GIVEN DATA:
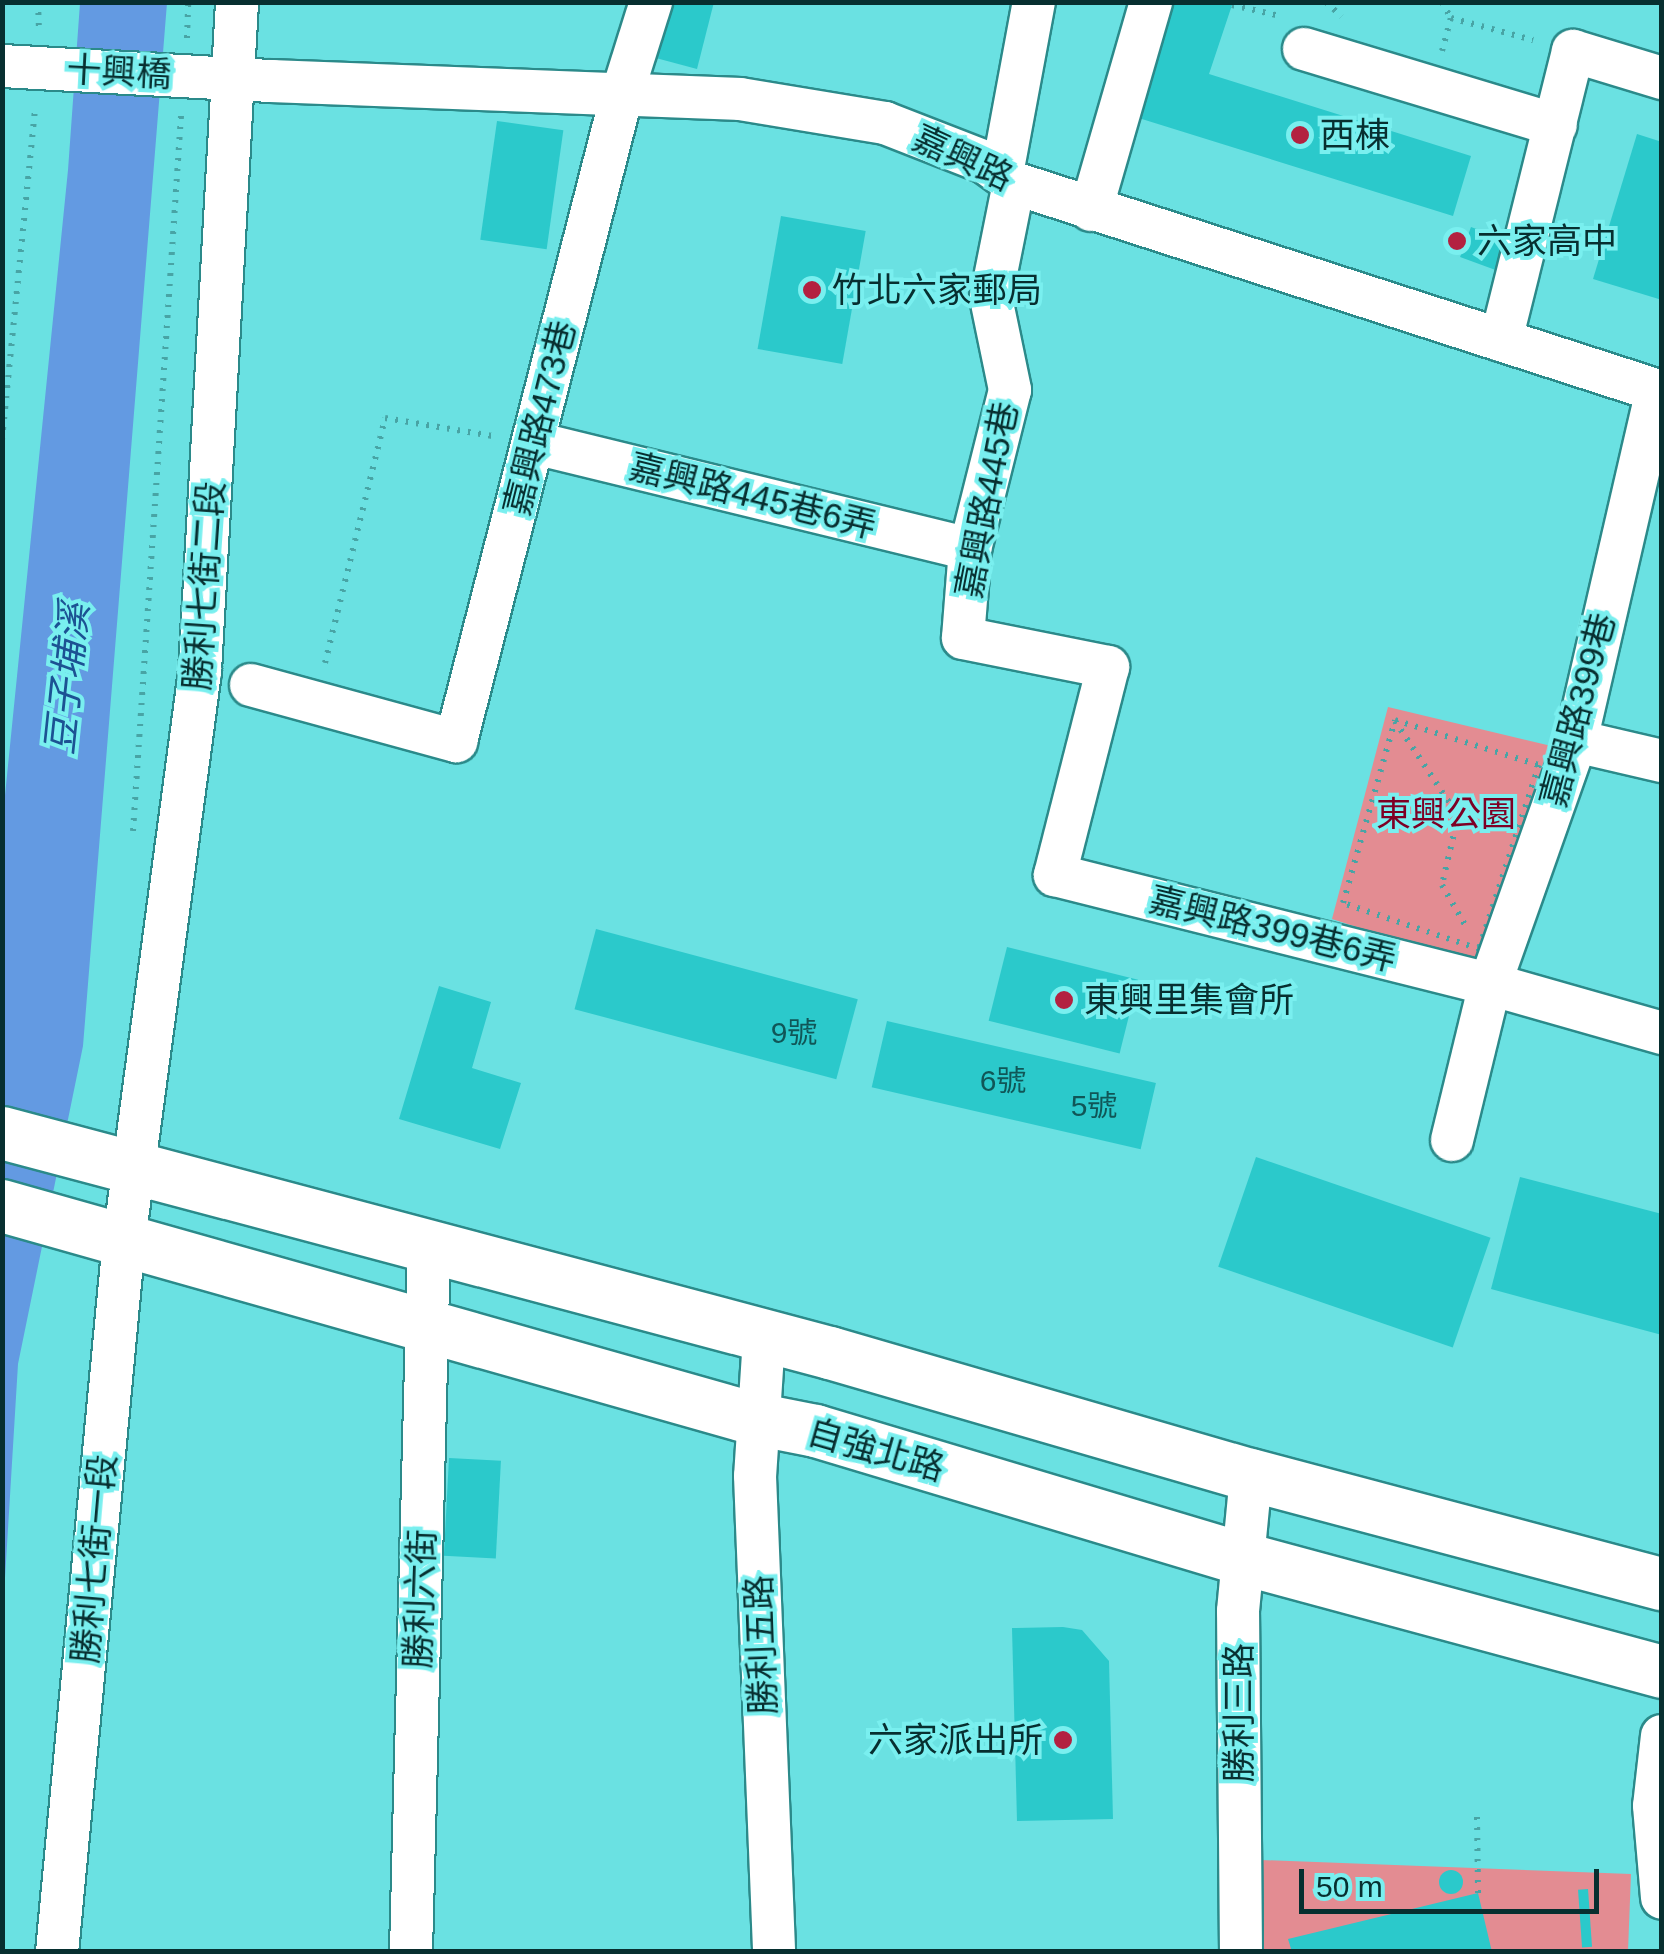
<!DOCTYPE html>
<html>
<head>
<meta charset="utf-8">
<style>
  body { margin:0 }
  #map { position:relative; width:1664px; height:1954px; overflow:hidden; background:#6ae1e2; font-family:Arial,"Noto Sans TC",sans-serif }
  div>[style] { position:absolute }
  .green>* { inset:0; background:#e38c92 }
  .water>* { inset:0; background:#639ae2 }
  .building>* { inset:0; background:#2bc9cb; transform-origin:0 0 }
  .round { border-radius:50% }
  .path>* { height:6px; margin-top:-3px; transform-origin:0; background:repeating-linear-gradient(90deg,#48a4a5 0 2.5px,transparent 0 10.5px) }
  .roads { filter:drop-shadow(2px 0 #2b8a8a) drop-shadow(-2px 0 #2b8a8a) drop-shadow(0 2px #2b8a8a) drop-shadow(0 -2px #2b8a8a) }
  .minor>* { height:42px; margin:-21px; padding:0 21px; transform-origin:21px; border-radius:21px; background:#fff }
  .major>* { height:52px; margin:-26px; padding:0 26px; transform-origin:26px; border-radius:26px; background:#fff }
  .dots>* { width:28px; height:28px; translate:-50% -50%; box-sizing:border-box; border:5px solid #79efef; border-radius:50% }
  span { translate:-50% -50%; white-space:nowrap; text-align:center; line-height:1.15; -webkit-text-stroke:8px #79efef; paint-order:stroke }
  .number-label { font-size:30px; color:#105657 }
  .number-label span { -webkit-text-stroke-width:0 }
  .street-label { font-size:35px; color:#072f30 }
  .poi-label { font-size:35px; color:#072f30 }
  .left { translate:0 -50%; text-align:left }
  .right { translate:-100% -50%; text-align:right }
  .park-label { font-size:35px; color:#7e0024 }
  .water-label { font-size:38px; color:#1c5293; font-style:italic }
  .frame { position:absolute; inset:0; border:5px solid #072f30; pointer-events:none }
  .scale { position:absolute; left:1299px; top:1869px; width:300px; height:45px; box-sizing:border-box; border:5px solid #072f30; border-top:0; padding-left:12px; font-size:30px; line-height:35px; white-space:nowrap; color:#072f30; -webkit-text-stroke:8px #79efef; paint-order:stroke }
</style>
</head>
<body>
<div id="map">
  <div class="green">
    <div style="clip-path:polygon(1388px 707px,1564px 749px,1474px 965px,1332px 919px)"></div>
    <div style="clip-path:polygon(1261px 1860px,1631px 1874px,1628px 1951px,1258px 1952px)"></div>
  </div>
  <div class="water">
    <div style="clip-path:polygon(80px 3px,167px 3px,83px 1046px,18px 1364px,3px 1611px,2px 825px,68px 170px)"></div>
  </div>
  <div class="building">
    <div style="clip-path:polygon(655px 2px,714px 2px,697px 69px,641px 54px)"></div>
    <div style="clip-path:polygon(1165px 2px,1233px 2px,1209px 74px,1471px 156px,1453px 216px,1129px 115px)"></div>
    <div style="left:497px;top:121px;width:67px;height:120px;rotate:8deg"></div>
    <div style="clip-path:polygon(1637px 134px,1662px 142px,1662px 300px,1593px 279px)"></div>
    <div style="left:781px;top:216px;width:86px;height:135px;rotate:10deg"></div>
    <div style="left:1471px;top:227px;width:45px;height:32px;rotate:20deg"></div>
    <div style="left:596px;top:929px;width:271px;height:83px;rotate:15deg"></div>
    <div style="left:1007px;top:947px;width:135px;height:76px;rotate:14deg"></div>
    <div style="clip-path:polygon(439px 986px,491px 1002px,472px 1068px,521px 1083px,500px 1149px,399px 1119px)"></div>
    <div style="left:887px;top:1021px;width:276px;height:68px;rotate:13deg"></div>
    <div style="left:1256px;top:1157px;width:248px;height:116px;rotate:19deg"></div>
    <div style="clip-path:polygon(1520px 1177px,1662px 1214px,1662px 1335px,1491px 1289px)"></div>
    <div style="left:449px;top:1458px;width:52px;height:98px;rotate:3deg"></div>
    <div style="clip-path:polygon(1063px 1627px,1082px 1630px,1109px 1661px,1113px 1819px,1017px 1821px,1012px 1628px)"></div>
    <div class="round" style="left:1439px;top:1870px;width:24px;height:24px"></div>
    <div style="left:1588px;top:1889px;width:58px;height:10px;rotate:86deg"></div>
    <div style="clip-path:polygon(1478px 1893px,1492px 1952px,1292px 1952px,1288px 1939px)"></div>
  </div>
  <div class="path">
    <div style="left:38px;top:2px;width:25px;rotate:88deg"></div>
    <div style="left:1326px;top:2px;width:21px;rotate:43deg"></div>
    <div style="left:1442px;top:2px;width:18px;rotate:61deg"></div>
    <div style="left:1451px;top:18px;width:85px;rotate:15deg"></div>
    <div style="left:1232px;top:5px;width:49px;rotate:12.9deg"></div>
    <div style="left:187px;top:38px;width:36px;rotate:-88deg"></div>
    <div style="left:1442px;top:51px;width:34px;rotate:-75deg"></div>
    <div style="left:2px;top:440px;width:335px;rotate:-84.3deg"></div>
    <div style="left:325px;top:663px;width:252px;rotate:-76.2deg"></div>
    <div style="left:385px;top:418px;width:109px;rotate:9.5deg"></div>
    <div style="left:1395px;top:720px;width:151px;rotate:17.4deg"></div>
    <div style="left:1539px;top:765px;width:194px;rotate:108.1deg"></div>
    <div style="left:1479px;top:949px;width:144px;rotate:-161.3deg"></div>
    <div style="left:1343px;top:903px;width:190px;rotate:-74.1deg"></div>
    <div style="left:1395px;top:721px;width:114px;rotate:56.4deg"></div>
    <div style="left:1458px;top:816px;width:71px;rotate:103.1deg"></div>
    <div style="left:1442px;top:885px;width:52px;rotate:60deg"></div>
    <div style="left:133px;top:831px;width:718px;rotate:-86.16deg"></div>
    <div style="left:1477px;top:1817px;width:76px;rotate:89.2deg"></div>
  </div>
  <div class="roads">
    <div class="minor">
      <div style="left:1304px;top:49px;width:263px;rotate:16.8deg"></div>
      <div style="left:2px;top:66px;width:270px;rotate:3.2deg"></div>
      <div style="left:272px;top:81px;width:468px;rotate:2.2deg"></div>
      <div style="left:740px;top:99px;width:147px;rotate:9.4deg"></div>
      <div style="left:885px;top:123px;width:107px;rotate:21.3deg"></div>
      <div style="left:985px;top:162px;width:36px;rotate:36deg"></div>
      <div style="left:1014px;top:183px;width:681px;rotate:17.88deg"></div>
      <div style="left:1002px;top:174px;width:175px;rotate:-79.5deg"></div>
      <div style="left:1014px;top:183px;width:117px;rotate:101.3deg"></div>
      <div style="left:991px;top:298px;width:94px;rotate:78.3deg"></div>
      <div style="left:1010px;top:390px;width:164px;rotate:104.1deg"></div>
      <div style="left:970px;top:549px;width:89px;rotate:94.5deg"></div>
      <div style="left:963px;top:638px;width:148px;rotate:11.3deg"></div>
      <div style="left:1108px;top:667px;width:215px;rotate:104.3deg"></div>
      <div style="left:1055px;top:875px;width:448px;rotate:14.1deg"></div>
      <div style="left:1490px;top:984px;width:179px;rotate:15.9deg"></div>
      <div style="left:1091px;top:210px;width:216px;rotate:-73.9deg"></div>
      <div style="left:1501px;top:340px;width:298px;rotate:-76deg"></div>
      <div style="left:1573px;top:51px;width:93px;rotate:16.9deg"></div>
      <div style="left:535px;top:443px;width:448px;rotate:13.7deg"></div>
      <div style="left:251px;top:685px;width:213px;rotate:15.3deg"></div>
      <div style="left:456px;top:741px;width:668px;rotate:-75.61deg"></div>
      <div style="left:622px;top:94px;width:96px;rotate:-72.5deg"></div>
      <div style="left:1576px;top:741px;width:88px;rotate:13.1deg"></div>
      <div style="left:1452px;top:1140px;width:161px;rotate:-76.3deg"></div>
      <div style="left:1490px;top:984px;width:258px;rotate:-70.5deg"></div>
      <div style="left:1576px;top:741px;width:359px;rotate:-77deg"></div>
      <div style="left:764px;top:1338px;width:138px;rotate:93.7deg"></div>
      <div style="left:755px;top:1476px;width:476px;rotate:87.7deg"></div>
      <div style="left:1662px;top:1736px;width:70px;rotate:96.5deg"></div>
      <div style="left:1654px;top:1806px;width:92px;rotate:85deg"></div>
      <div style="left:57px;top:1952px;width:715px;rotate:-84.62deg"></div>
      <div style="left:124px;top:1240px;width:574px;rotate:-82.39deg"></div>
      <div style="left:200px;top:671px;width:670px;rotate:-86.83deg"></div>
      <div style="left:411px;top:1952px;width:705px;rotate:-88.54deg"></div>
      <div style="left:1241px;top:1952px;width:341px;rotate:-90.5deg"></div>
      <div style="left:1238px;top:1611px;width:137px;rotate:-84.5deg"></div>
    </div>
    <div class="major">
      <div style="left:2px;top:1133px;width:857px;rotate:14.88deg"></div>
      <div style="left:830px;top:1353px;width:438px;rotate:16.2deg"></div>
      <div style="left:1251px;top:1475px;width:425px;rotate:14.9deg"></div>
      <div style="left:2px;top:1206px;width:783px;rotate:15.79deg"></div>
      <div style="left:755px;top:1419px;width:62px;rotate:11.1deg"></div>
      <div style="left:816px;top:1431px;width:443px;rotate:16.7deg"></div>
      <div style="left:1240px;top:1558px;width:437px;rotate:15.1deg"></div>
    </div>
  </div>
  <div class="dots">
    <div style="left:1300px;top:135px;background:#b32140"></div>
    <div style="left:1457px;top:241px;background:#b32140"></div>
    <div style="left:812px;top:290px;background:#b32140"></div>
    <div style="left:1064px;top:1000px;background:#b32140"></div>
    <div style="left:1063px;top:1740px;background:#b32140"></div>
  </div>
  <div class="number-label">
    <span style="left:794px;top:1033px">9號</span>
    <span style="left:1003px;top:1081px">6號</span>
    <span style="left:1094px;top:1106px">5號</span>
  </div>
  <div class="street-label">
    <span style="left:119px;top:72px;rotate:3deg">十興橋</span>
    <span style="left:963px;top:158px;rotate:25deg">嘉興路</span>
    <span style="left:540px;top:418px;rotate:-76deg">嘉興路473巷</span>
    <span style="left:753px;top:496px;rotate:14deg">嘉興路445巷6弄</span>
    <span style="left:987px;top:500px;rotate:-79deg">嘉興路445巷</span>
    <span style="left:204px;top:586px;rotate:-86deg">勝利七街二段</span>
    <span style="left:1578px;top:710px;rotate:-75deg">嘉興路399巷</span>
    <span style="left:1273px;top:929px;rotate:14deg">嘉興路399巷6弄</span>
    <span style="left:876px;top:1450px;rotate:16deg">自強北路</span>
    <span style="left:94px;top:1559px;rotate:-85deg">勝利七街一段</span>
    <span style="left:420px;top:1599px;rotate:-88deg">勝利六街</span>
    <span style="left:761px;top:1645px;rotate:-92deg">勝利五路</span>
    <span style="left:1239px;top:1713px;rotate:-90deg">勝利三路</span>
  </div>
  <div class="poi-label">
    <span class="left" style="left:1320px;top:135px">西棟</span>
    <span class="left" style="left:1477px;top:241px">六家高中</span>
    <span class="left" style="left:832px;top:290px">竹北六家郵局</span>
    <span class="left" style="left:1084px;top:1000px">東興里集會所</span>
    <span class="right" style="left:1043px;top:1740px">六家派出所</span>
  </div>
  <div class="park-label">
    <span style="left:1446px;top:814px">東興公園</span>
  </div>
  <div class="water-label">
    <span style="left:68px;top:679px;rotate:-84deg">豆子埔溪</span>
  </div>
  <div class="frame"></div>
  <div class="scale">50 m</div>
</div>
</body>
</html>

EXERCISE DESCRIPTION:
All that should be returned is the run of lines from the start of the entries above to the line bearing "filter:drop-shadow(2px 0 #2b8a8a)", each exact, with pictures omitted.

EXERCISE RESULT:
<!DOCTYPE html>
<html>
<head>
<meta charset="utf-8">
<style>
  body { margin:0 }
  #map { position:relative; width:1664px; height:1954px; overflow:hidden; background:#6ae1e2; font-family:Arial,"Noto Sans TC",sans-serif }
  div>[style] { position:absolute }
  .green>* { inset:0; background:#e38c92 }
  .water>* { inset:0; background:#639ae2 }
  .building>* { inset:0; background:#2bc9cb; transform-origin:0 0 }
  .round { border-radius:50% }
  .path>* { height:6px; margin-top:-3px; transform-origin:0; background:repeating-linear-gradient(90deg,#48a4a5 0 2.5px,transparent 0 10.5px) }
  .roads { filter:drop-shadow(2px 0 #2b8a8a) drop-shadow(-2px 0 #2b8a8a) drop-shadow(0 2px #2b8a8a) drop-shadow(0 -2px #2b8a8a) }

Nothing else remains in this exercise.